Cordilleran Section - 109th Annual Meeting (20-22 May 2013)

Paper No. 7
Presentation Time: 10:40 AM

QUATERNARY TEPHROCHRONOLOGY AND STRATIGRAPHIC CORRELATION IN THE SACRAMENTO-SAN JOAQUIN DELTA, NORTHERN CALIFORNIA


WAN, Elmira1, MAIER, Katherine2, GATTI, Emma2, OLSON, Holly3, PONTI, Daniel J.2, TINSLEY, John C.2 and PAGENKOPP, Mark4, (1)U.S. Geological Survey, Geology, Minerals, Energy, and Geophysics Science Center, 345 Middlefield Road, MS-975, Menlo Park, CA 94025, (2)U.S. Geological Survey, Earthquake Science Center, 345 Middlefield Road, MS-977, Menlo Park, CA 94025, (3)U.S. Geological Survey, Geology, Minerals, Energy, and Geophysics Science Center, 345 Middlefield Road, MS-975, Menlo Park, CA 94025-3591, (4)California Department of Water Resources, 3500 Industrial Blvd, West Sacramento, CA 95691, kmaier@usgs.gov

The Sacramento-San Joaquin Delta is the hub of a major water transport infrastructure that supplies a large part of California. Such infrastructures are vulnerable to levee failure and liquefaction hazards associated with the subsurface Delta stratigraphy. However, stratigraphy of Quaternary Delta deposits is partially constrained, especially for pre-Holocene strata. Three tephra have been identified thus far in 26 boreholes in the northern Delta and underpin chronostratigraphic correlations and paleoenvironmental interpretations.

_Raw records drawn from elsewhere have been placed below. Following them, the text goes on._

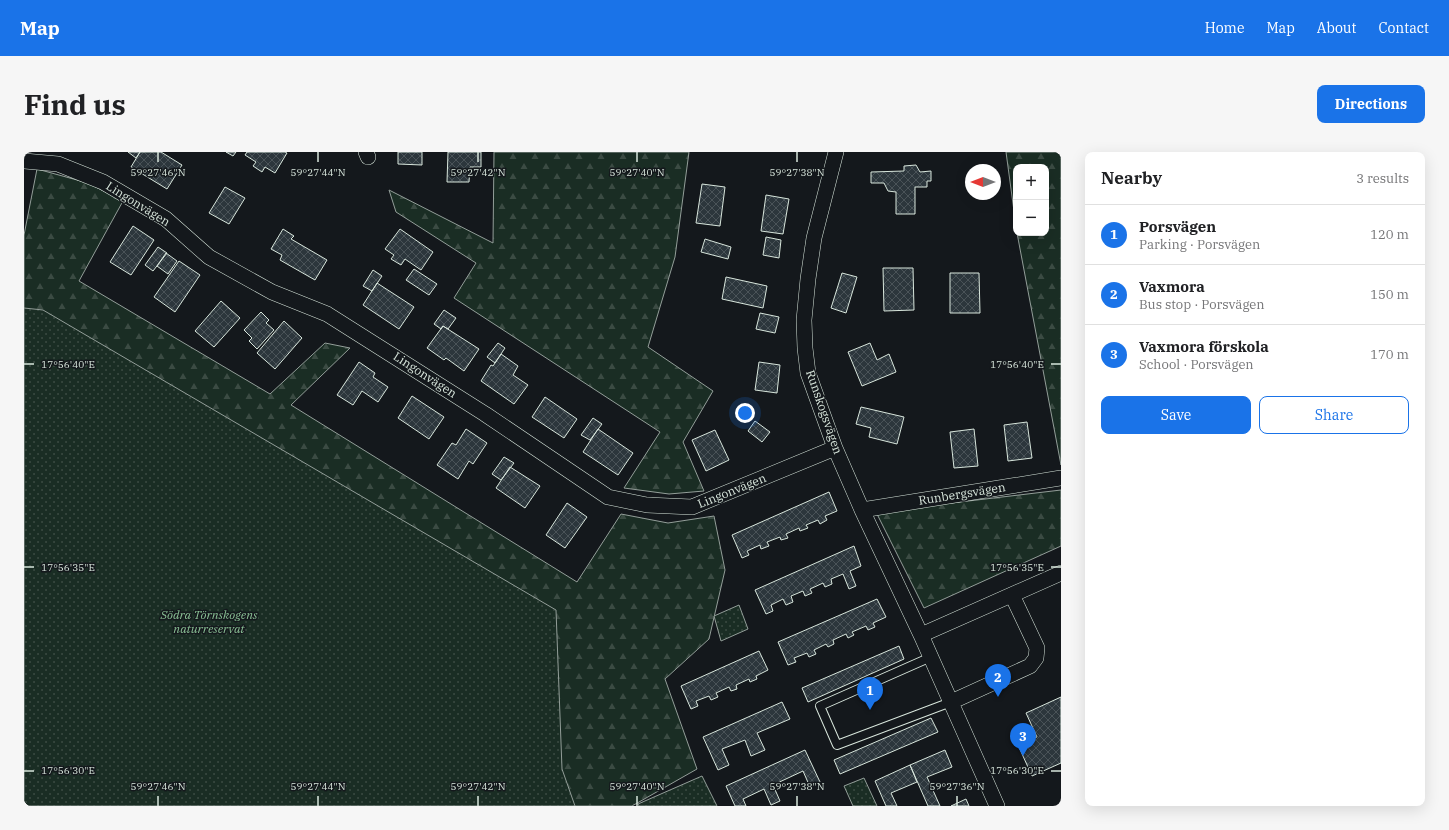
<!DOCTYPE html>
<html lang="en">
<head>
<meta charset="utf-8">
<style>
  body { margin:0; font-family:"IBM Plex Serif",serif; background:#f6f6f6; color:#202124 }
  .controls { position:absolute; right:12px; top:12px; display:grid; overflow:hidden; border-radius:8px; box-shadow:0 4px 16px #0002 }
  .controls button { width:36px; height:36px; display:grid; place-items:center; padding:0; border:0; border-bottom:1px solid #e0e0e0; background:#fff; color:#202124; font:20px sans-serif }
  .compass { position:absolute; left:941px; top:12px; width:36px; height:36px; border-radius:50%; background:#fff; box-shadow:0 4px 16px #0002; rotate:270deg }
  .you { position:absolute; left:721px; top:261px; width:14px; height:14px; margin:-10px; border:3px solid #fff; border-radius:50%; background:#1a73e8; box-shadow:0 0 0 6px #1a73e833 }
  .badge { display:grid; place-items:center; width:26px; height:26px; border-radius:50%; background:#1a73e8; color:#fff; font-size:13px; font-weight:700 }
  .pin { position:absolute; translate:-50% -33px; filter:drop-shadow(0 1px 2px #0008) }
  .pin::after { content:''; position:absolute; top:21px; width:14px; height:12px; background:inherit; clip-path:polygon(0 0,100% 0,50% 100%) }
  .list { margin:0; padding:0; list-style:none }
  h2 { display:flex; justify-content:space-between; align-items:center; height:52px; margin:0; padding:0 16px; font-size:17px }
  h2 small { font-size:13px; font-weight:400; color:#757577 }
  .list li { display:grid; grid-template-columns:26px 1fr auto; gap:12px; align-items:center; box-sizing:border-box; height:60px; padding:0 16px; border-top:1px solid #e0e0e0 }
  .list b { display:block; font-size:15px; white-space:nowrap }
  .list p { margin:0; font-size:13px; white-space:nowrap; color:#757577 }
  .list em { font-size:13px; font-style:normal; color:#757577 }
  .actions { display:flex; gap:8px; padding:12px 16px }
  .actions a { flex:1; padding:9px 0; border:1px solid #1a73e8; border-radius:8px; text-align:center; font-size:14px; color:#1a73e8 }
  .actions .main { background:#1a73e8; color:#fff }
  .map { position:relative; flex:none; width:1037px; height:654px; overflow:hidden; border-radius:8px }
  header { display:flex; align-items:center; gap:24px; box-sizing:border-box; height:56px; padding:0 20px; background:#1a73e8; color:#fff }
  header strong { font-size:19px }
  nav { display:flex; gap:22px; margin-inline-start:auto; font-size:14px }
  .intro { display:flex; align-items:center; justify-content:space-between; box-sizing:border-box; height:96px; padding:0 24px }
  h1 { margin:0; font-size:28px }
  .button { padding:10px 18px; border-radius:8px; background:#1a73e8; color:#fff; font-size:14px; font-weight:700 }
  main { display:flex; gap:24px; padding:0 24px }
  aside { flex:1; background:#fff; border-radius:8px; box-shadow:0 4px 16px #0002 }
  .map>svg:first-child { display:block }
  .forest { fill:url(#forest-firs); stroke:#939e99 }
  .park { fill:url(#park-dots); stroke:#939e99 }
  .building { fill:url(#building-cross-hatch); stroke:#d8e6dc }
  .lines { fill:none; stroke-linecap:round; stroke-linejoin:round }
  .lane-casing { stroke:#d8e6dc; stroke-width:10 }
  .street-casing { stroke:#d8e6dc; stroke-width:16 }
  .lane { stroke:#14181c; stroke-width:8 }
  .street { stroke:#14181c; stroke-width:15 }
  .ticks { fill:none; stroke:#d8e6dc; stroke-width:1.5 }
  .labels { text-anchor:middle; stroke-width:3; stroke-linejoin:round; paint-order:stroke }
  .street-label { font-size:12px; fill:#d8e6dc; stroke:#14181c }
  .park-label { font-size:12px; font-style:italic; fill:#8ac095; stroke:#14181c }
  .ticks-label { font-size:10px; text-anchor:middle; fill:#d8e6dc; stroke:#14181c; stroke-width:3; stroke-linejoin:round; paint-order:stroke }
</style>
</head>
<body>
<header>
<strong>Map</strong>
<nav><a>Home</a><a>Map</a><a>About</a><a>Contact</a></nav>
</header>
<div class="intro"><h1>Find us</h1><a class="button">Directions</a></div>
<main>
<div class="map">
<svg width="1037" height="654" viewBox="0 0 1037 654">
  <defs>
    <pattern id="forest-firs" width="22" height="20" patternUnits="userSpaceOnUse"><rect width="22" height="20" fill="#1a2d24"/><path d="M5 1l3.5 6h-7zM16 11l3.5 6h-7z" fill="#3b4b43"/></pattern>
    <pattern id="park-dots" width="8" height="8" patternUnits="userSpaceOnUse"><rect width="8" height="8" fill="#1a2d24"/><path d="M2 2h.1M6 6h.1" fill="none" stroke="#3b4b43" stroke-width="1.8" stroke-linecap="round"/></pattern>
    <pattern id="building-cross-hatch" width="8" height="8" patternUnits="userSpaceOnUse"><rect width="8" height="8" fill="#2c363c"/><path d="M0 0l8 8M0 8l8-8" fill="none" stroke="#4a5358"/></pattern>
  </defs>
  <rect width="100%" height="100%" fill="#14181c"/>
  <path class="forest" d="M470,0h195l-14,105 -27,90 65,44 -30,51 21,49 -35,3 -45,-6 36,-56 -206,-134 22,-35 -80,-51 -7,-22 104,53z
    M982,0h55v313l-44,-232h29v-66h-30v59z
    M13,17l51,14 35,18 -44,80 191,113 55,-51 25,5 -59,57 286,177 44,-68 47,9 46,-7 11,54 -16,69 -44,40 32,90 -65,37h-608v-571z
    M1037,338v56l-137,62 -48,-96z"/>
  <path class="park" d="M0,156l19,2 513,300 6,159 13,37h-551z
    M715,453l9,24 -27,12 -7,-25z
    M678,624l15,30h-78l-1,-2z
    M840,626l13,28h-24l-9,-20z"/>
  <path class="building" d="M104,0h12l-4,6z
    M116,0h21l21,13 -15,24 -36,-22z
    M202,0h10l-3,4z
    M223,0h38l2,1 -12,20 -10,-6 -3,5 -9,-6 3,-4 -11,-7z
    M374,0h24v13l-24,-1z
    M424,0h33v15h-11l-1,15h-22z
    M892,13l4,7 11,-1v10h-4v6h-12v27h-19v-22l-8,-1 -4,-8h-13v-11l33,-1v-5z
    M678,32l23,3 -5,39 -24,-3z
    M201,35l20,11 -16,26 -20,-11z
    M742,43l23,4 -6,35 -22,-3z
    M109,74l21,14 -23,35 -21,-13z
    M259,77l11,7 -3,3 36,21 -12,20 -35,-20 2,-5 -11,-6z
    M376,77l33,23 -12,18 -16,-11 -4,6 -10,-6 3,-4 -9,-6z
    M742,85l15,3 -2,18 -16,-3z
    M681,87l26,8 -3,12 -27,-7z
    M134,95l9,6 -14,18 -8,-6z
    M142,101l11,8 -9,13 -11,-8z
    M155,109l21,14 -25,37 -21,-15z
    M859,116h30l1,42 -30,1z
    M390,117l23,15 -8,11 -23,-15z
    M349,118l9,6 -10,15 -9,-5z
    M818,121l15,4 -11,36 -15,-5z
    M926,121h29l1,40h-30z
    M702,125l41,9 -4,22 -41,-9z
    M353,131l37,24 -15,22 -36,-24z
    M197,149l19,17 -26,29 -19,-16z
    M420,158l12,8 -8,11 -5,-3 -2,3 -7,-5z
    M237,160l8,8 -3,3 8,7 -17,19 -8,-8 3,-3 -8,-8z
    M736,161l19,4 -4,16 -19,-4z
    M260,169l18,17 -27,31 -18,-16z
    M419,174l36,23 -15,22 -18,-13 -2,2 -17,-12z
    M474,191l7,5 -10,15 -8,-6z
    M846,191l7,17 12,-6 7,18 -34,14 -14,-34z
    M477,202l17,12 -5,9 15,10 -14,19 -33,-23 10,-16 2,1z
    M335,210l16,11 -2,4 15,10 -10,15 -16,-11 -9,14 -16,-10z
    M735,210l21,3 -3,28 -22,-3z
    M388,244l32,21 -15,22 -31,-21z
    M521,245l32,22 -13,19 -32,-21z
    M837,255l43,10 -7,27 -28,-7 2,-9 -15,-4z
    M569,266l9,6 -12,16 -9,-5z
    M731,269l15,11 -8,10 -14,-11z
    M1003,270l5,36 -24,3 -4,-36z
    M442,277l21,14 -14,21 -4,-3 -11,18 -21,-14 15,-22 4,2z
    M574,277l35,24 -15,22 -35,-23z
    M950,277l4,37 -24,2 -4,-36z
    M691,278l14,30 -23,11 -14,-31z
    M480,305l10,6 -13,17 -9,-6z
    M486,315l30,19 -15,22 -29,-20z
    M805,340l8,19 -12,5 2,4 -7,4 -2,-4 -12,5 2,3 -8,3 -1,-3 -13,6 2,4 -7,2 -1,-3 -13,5 2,4 -8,3 -1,-4 -13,6 2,4 -7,3 -10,-23z
    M543,351l20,14 -22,31 -19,-13z
    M830,394l7,20 -11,5 6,15 -7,3 -6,-15 -12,5 1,5 -7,3 -2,-4 -13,6 2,4 -7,3 -2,-5 -12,5 2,6 -7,3 -3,-6 -12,6 2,6 -7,3 -11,-24z
    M853,447l9,18 -13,6 2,4 -7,3 -2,-4 -14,6 2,3 -6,3 -2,-4 -13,6 1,4 -6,3 -2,-3 -12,6 2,4 -7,3 -2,-4 -13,5 2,4 -8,3 -10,-23z
    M875,494l5,13 -96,43 -6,-14z
    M735,499l9,19 -12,6 1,3 -7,3 -1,-3 -13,6 1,4 -6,2 -2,-4 -13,6 2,4 -7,3 -2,-4 -13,5 2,5 -7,3 -10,-23z
    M1037,545v66l-29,13 -14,-31 19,-8 -11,-24z
    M758,550l8,17 -33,14 8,17 -14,6 -6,-16 -23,9 7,16 -11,5 -15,-33z
    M907,566l7,14 -98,42 -6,-14z
    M781,598l15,32 -10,5 -7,-16 -30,14 7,16 -9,4 -7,-16 -21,10 3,7h-11l-9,-20z
    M921,598l7,17 -25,10 13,29h-12l-18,-41z
    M886,613l7,17 -26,11 6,13h-11l-11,-25z
    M942,647l3,7h-18z"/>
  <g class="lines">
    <g class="lane-casing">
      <path id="lane" d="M907,505l-111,49 17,39 114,-43"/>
    </g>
    <g class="street-casing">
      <path id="street" d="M342,0l2,5
        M812,0l-22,86 -6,41 -4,41 1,28 3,25 27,75 27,62 59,125 76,171
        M0,9l34,3 45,18 63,37 43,38 63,35 55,22 158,100 123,83 39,8 45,2 143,-59
        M838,358l199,-32
        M897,483l140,-62
        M927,550l79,-36 6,-8 1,-10 -25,-53"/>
    </g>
    <use href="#lane" class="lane"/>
    <use href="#street" class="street"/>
  </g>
  <path class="ticks" d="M134,0v10M294,0v10M454,0v10M613,0v10M773,0v10M0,212h10M1027,212h10M0,415h10M1027,415h10M0,619h10M1027,619h10M134,644v10M294,644v10M454,644v10M613,644v10M773,644v10M933,644v10"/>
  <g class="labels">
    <g class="street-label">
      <text transform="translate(114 52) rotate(32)" y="4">Lingonvägen</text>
      <text transform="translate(401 223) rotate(33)" y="4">Lingonvägen</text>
      <text transform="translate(800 260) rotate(71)" y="4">Runskogsvägen</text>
      <text transform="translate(708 339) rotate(-22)" y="4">Lingonvägen</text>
      <text transform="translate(938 342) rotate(-9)" y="4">Runbergsvägen</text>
    </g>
    <g class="park-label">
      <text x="185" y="467">Södra Törnskogens<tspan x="185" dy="14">naturreservat</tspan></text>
    </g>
  </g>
  <g class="ticks-label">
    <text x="134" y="24">59°27'46"N</text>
    <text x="294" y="24">59°27'44"N</text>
    <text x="454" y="24">59°27'42"N</text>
    <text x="613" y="24">59°27'40"N</text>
    <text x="773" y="24">59°27'38"N</text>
    <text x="993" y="216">17°56'40"E</text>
    <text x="44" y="216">17°56'40"E</text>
    <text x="993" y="419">17°56'35"E</text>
    <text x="44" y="419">17°56'35"E</text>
    <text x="993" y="622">17°56'30"E</text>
    <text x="44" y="622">17°56'30"E</text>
    <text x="134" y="638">59°27'46"N</text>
    <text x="294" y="638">59°27'44"N</text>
    <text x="454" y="638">59°27'42"N</text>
    <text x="613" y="638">59°27'40"N</text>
    <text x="773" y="638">59°27'38"N</text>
    <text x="933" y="638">59°27'36"N</text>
  </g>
</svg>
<div class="controls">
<button>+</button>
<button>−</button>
</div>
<svg class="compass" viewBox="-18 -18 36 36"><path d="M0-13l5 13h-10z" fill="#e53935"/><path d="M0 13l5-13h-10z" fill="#757577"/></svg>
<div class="you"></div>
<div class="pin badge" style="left:846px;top:558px">1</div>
<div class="pin badge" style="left:974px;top:545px">2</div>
<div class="pin badge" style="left:999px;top:604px">3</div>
</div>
<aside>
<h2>Nearby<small>3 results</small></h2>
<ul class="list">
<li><span class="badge">1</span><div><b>Porsvägen</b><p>Parking · Porsvägen</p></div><em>120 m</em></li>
<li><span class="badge">2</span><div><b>Vaxmora</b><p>Bus stop · Porsvägen</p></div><em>150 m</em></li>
<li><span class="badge">3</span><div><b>Vaxmora förskola</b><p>School · Porsvägen</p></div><em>170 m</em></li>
</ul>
<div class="actions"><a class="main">Save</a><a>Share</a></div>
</aside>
</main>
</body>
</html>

The U.S. Geological Survey Tephrochronology Project Laboratory analyzed three samples obtained from California Department of Water Resources (CDWR) boreholes near Hood and Walnut Grove, California. The major element compositions of the glass shards cluster tightly for the samples, indicating that these layers are composed of tephra from discrete volcanic eruptions. We correlate these samples to dated Cascades eruptions based on glass chemistry. The Rockland ash, which erupted from the southern Cascades near Lassen Peak ca. 0.575 Ma, was identified at depths between 132.25 and 143.5 feet from a borehole near Hood. Unanalyzed tephra have also been observed at similar depths from 11 boreholes drilled nearby. The Loleta ash, which erupted from the central Cascades, Oregon ca. 0.40-0.37 Ma (probably near the Three Sisters), was encountered at depths between 174.1 and 174.8 feet in a borehole along the Sacramento River southwest of Walnut Grove. A third unnamed tephra recovered at a depth of 197.3 feet from a borehole near the Mokelumne River northeast of Walnut Grove correlates geochemically with a volcanic ash layer from the Ferndale area, California, that is stratigraphically younger than the Rio Dell ash (1.45 Ma) and older than the ca. 0.78 Ma Brunhes/Matuyama paleomagnetic boundary. These ages and subsurface depths suggest that sedimentation rates are not consistent, and deposits may thicken in some areas. We use these ages to interpret stratigraphy and map chronostratigraphic surfaces in three dimensions. Tephra units in cores retained by CDWR provide evidence for environments of deposition and mechanisms of transport. This chronologic framework could provide additional insight into distribution of subsurface deposits in the Delta.